One of the catalysts behind this early-April surge is Trevor Plouffe. Remember him? The third baseman smacked 19 home runs and drove in 36 runs in the first half of the 2012 season. He cooled off quite a bit in the second half of 2012, hitting .212 (.271 OBP) with only five homers. Although he reached safely more often (.254 BA) and smacked 14 home runs, his 2013 campaign was quiet in fantasy circles.
However, early 2014 returns suggest a possible case of deja vu at the dish and with the hot corner’s shallow fantasy baseball talent pool, owners shouldn’t be picky with the percolation.
The nuts and bolts are a .309 batting average with a .409 OBP, 11 RBI, 11 R, HR and a team-high 17 hits.
When you analyze his advanced metrics, Plouffe’s .366 BABIP (batting average balls in play) suggest he’s been lucky considering his career BABIP is .278, career BA is .243 and career OBP is .306. In other mixed-metaphor words, he's outkicking his coverage.

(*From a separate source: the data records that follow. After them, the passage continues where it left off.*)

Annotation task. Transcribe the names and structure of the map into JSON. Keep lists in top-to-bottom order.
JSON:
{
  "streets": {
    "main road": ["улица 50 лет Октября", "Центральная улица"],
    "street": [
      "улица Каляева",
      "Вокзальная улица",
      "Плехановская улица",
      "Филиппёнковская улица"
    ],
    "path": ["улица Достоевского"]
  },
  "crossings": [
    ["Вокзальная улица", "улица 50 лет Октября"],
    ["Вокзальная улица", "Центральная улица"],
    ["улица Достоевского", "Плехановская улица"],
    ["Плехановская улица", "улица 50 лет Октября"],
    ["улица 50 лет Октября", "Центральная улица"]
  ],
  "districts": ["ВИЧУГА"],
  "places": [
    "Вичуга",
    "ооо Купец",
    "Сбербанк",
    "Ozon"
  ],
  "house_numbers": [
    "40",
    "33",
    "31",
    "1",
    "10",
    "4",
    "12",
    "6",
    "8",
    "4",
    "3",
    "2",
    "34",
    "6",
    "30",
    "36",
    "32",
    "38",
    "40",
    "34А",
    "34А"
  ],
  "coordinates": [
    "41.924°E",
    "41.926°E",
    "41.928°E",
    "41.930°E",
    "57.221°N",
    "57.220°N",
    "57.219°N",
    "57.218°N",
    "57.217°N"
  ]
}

However, by adding Plouffe to your roster, you are embracing the “lightning in a bottle” fantasy mantra. As his statistical resume suggests, he’s not going to sustain Triple Crown numbers an entire six-month season, but Plouffe is currently on pace to eclipse career highs in runs (56) and RBI (55). Plus, you can pencil him in for at least 15 home runs. According to our BPR (working acronym for in-season value rankings we are testing behind the scenes), Plouffe ranks fourth among third baseman behind Aramis Ramirez, Pedro Alvarez and Josh Donaldson.
The Plouffe experiment isn’t a stone cold lock of success, but I would bet on him in the first half. He’s hit 17 more home runs and carried a batting average 20 points and OBP 37 points higher before the All-Star break during his five-year career.